Tuesday, 16 December 2014
Yohei Miyake and Hideyuki Usui, Kobe University, Kobe, Japan
Abstract:
We study the Solar Probe Plus (SPP) spacecraft interactions with near-Sun plasma environment. The plasma environment is characterized by a small Debye length due to dense plasmas and large fluxes of photo-/secondary electrons emitted from the spacecraft surface. Prior studies on this issue found that such a condition produces a non-monotonic potential distribution near the spacecraft, and the resultant spacecraft potential becomes negative. The consequences also suggest the significance of photoelectron and secondary electron dynamics near the spacecraft. In this study, we apply our original electromagnetic particle-in-cell simulation code called EMSES to the problem.

In the simulations, we consider the SPP spacecraft at its perihelion (about 0.04 AU from the Sun) and important physical effects such as spacecraft charging, photoelectron and secondary electron emission, solar wind plasma flow including the effect of spacecraft orbital velocity, and the presence of a background magnetic field. Our preliminary results show that both photoelectrons and secondary electrons from the spacecraft are magnetized in the spatial scale of several meters, and make drift motion due to the presence of the background convection electric field. In addition to this, secondary electrons emitted laterally from the spacecraft chassis are strongly affected by the radially inward electric field caused by the spacecraft potential. These effects lead to non-axisymmetric distributions of electron density and the resultant electric potential around the spacecraft.
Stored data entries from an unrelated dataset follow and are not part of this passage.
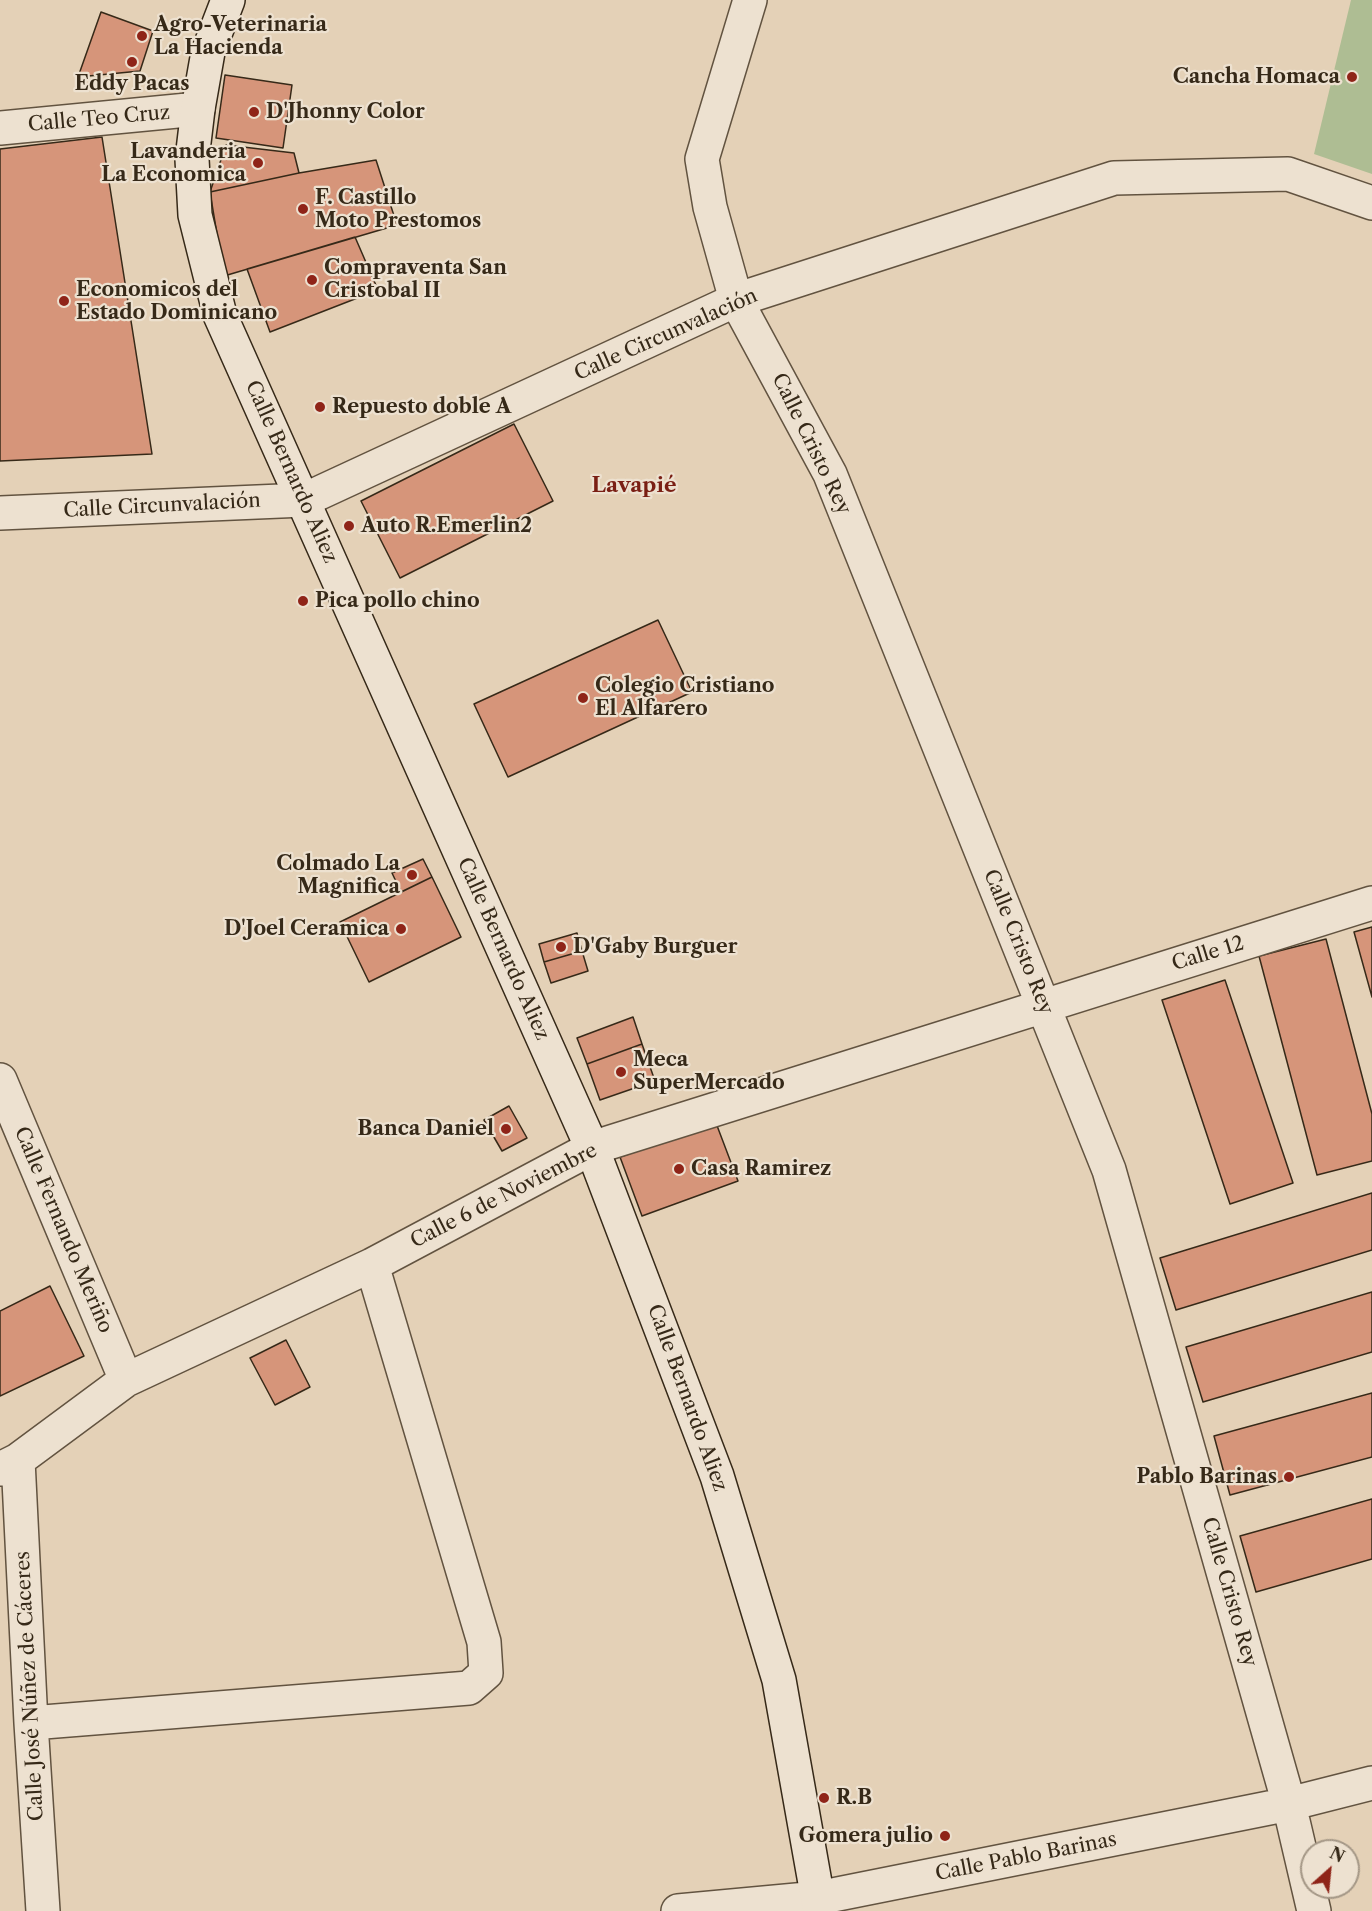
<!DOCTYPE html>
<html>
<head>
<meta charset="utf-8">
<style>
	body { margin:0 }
	#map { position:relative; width:1372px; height:1911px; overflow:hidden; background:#e4d1b7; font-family:"Libre Caslon Text",serif }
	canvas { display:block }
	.north { position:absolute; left:1300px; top:1839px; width:60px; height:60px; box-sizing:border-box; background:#ede1d0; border:2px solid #a49786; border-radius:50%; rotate:27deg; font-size:16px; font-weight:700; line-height:24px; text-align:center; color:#362918 }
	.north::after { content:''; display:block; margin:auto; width:21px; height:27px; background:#8f2418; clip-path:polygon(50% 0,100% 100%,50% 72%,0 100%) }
</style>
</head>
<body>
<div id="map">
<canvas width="1372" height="1911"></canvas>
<div class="north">N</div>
</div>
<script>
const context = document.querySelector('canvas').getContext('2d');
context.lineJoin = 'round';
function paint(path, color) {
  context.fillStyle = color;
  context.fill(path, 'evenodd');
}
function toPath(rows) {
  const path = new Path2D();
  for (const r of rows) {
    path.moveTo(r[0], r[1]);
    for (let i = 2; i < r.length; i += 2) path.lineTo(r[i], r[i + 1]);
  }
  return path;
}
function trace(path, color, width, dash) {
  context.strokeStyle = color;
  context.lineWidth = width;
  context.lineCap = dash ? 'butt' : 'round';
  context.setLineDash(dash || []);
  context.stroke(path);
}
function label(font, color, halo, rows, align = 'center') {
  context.font = font + ' "Libre Caslon Text",serif';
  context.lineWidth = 4.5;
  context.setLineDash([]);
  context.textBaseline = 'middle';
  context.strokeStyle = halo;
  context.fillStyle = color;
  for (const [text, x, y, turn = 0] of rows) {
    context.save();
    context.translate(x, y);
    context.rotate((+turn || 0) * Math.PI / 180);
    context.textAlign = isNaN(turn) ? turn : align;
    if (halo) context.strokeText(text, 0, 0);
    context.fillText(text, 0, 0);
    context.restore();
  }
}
const green = toPath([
	[1351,0,1372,0,1372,174,1314,154]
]);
const building = toPath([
	[101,12,153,31,140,71,78,77,101,12],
	[225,75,292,85,283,148,216,138,225,75],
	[102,137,152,454,0,461,0,149,102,137],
	[226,145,294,153,299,173,210,192,226,145],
	[376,160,397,225,224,276,210,192,299,173,376,160],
	[355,237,378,290,270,332,247,269,355,237],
	[514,424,553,501,400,578,361,501,514,424],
	[658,620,692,692,508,777,474,704,658,620],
	[423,859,432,877,401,892,392,873,423,859],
	[432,877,461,937,369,982,340,922,432,877],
	[1372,927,1372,997,1354,932,1372,927],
	[577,933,582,951,544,962,539,944,577,933],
	[1326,939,1372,1114,1372,1161,1317,1175,1259,956,1326,939],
	[582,951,588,971,551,983,544,962,582,951],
	[1225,980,1293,1183,1230,1204,1162,1000,1225,980],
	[633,1017,642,1044,587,1064,577,1038,633,1017],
	[642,1044,655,1081,600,1100,587,1064,642,1044],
	[509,1106,527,1138,502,1151,484,1120,509,1106],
	[716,1123,738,1181,642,1216,620,1157,716,1123],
	[1372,1193,1372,1250,1176,1310,1160,1258,1372,1193],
	[50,1286,84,1356,0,1396,0,1311,50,1286],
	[1372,1292,1372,1352,1203,1402,1186,1347,1372,1292],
	[286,1340,310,1387,275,1405,250,1358,286,1340],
	[1372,1393,1372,1457,1230,1495,1214,1436,1372,1393],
	[1372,1499,1372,1559,1256,1592,1240,1536,1372,1499]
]);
const minor = toPath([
	[750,0,702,159,710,207,736,300,830,474,1109,1170,1289,1804,1314,1911],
	[0,128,198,109],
	[0,513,304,500,736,300,1114,178,1288,174,1372,203],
	[0,1080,126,1380],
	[18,1460,31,1723,43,1911],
	[0,1469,18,1460,126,1380,372,1265,592,1148,1372,903],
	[31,1723,469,1688,486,1673,484,1642,372,1265],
	[678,1911,818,1898,1289,1804,1372,1783]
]);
const secondary = toPath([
	[228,0,208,52,198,109,192,159,195,215,220,315,592,1148,717,1476,779,1680,820,1911]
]);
const markers = [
	[142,36,6,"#8f2418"],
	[132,62,6,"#8f2418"],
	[1352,77,6,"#8f2418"],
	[254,112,6,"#8f2418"],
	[258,163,6,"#8f2418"],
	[303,209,6,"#8f2418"],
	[312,280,6,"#8f2418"],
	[64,301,6,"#8f2418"],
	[320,407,6,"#8f2418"],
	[349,526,6,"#8f2418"],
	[303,601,6,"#8f2418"],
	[583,698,6,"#8f2418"],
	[412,875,6,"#8f2418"],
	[401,929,6,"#8f2418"],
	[561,947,6,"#8f2418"],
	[621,1072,6,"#8f2418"],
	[506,1129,6,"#8f2418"],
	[679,1169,6,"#8f2418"],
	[1289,1477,6,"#8f2418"],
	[824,1798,6,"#8f2418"],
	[945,1836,6,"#8f2418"]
];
const poiNames = [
	["Agro-Veterinaria",154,25],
	["La Hacienda",154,48],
	["Cancha Homaca",1340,77,"right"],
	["Eddy Pacas",132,84,"center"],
	["D'Jhonny Color",266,112],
	["Lavanderia",246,152,"right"],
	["La Economica",246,175,"right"],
	["F. Castillo",315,198],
	["Moto Prestomos",315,221],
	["Compraventa San",324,268],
	["Cristobal II",324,291],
	["Economicos del",76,290],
	["Estado Dominicano",76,313],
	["Repuesto doble A",332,407],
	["Auto R.Emerlin2",361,526],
	["Pica pollo chino",315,601],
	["Colegio Cristiano",595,686],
	["El Alfarero",595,709],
	["Colmado La",400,864,"right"],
	["Magnifica",400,887,"right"],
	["D'Joel Ceramica",389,929,"right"],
	["D'Gaby Burguer",573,947],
	["Meca",633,1060],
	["SuperMercado",633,1083],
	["Banca Daniel",494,1129,"right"],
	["Casa Ramirez",691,1169],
	["Pablo Barinas",1277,1477,"right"],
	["R.B",836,1798],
	["Gomera julio",933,1836,"right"]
];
const streetNames = [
	["Calle Teo Cruz",99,119,-5],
	["Calle Circunvalación",666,335,-24],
	["Calle Cristo Rey",811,444,64],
	["Calle Bernardo Aliez",291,472,66],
	["Calle Circunvalación",162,506,-3],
	["Calle Cristo Rey",1018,942,68],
	["Calle Bernardo Aliez",503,949,66],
	["Calle 12",1208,954,-17],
	["Calle 6 de Noviembre",504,1196,-27],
	["Calle Fernando Meriño",63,1230,67],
	["Calle Bernardo Aliez",687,1398,70],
	["Calle Cristo Rey",1229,1592,74],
	["Calle José Núñez de Cáceres",30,1686,-93],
	["Calle Pablo Barinas",1026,1857,-11]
];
const neighbourhoodNames = [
	["Lavapié",634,486]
];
paint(green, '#aebd93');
paint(building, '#d6957a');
trace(building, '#362918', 1.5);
trace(minor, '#625340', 36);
trace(secondary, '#362918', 36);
trace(minor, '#ede1d0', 33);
trace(secondary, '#ede1d0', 33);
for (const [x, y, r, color] of markers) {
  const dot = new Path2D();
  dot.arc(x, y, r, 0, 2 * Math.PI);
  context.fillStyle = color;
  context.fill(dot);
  trace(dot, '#ede1d0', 2);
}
label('bold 20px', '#362918', '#ede1d0', poiNames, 'left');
label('20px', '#362918', '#ede1d0', streetNames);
label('bold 21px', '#7a1f14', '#ede1d0', neighbourhoodNames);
</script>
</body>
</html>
Our simulations also predict that a strong (about 100 mV/m) spurious electric field can be observed by the probe measurement on the spacecraft due to such a non-axisymmetric effect. We also confirm that the large photo-/secondary electron current alters magnetic field intensity around the spacecraft, but the field variation is much smaller than the background magnetic field magnitude (a few nT compared to thousands of nT). We will report further parameter survey results on such spurious field generation, by changing solar wind and spacecraft orbital conditions. The results will provide useful information in predicting photo-/secondary electron interference with in-situ field measurements planned in the Solar Probe Plus and Solar Orbiter missions.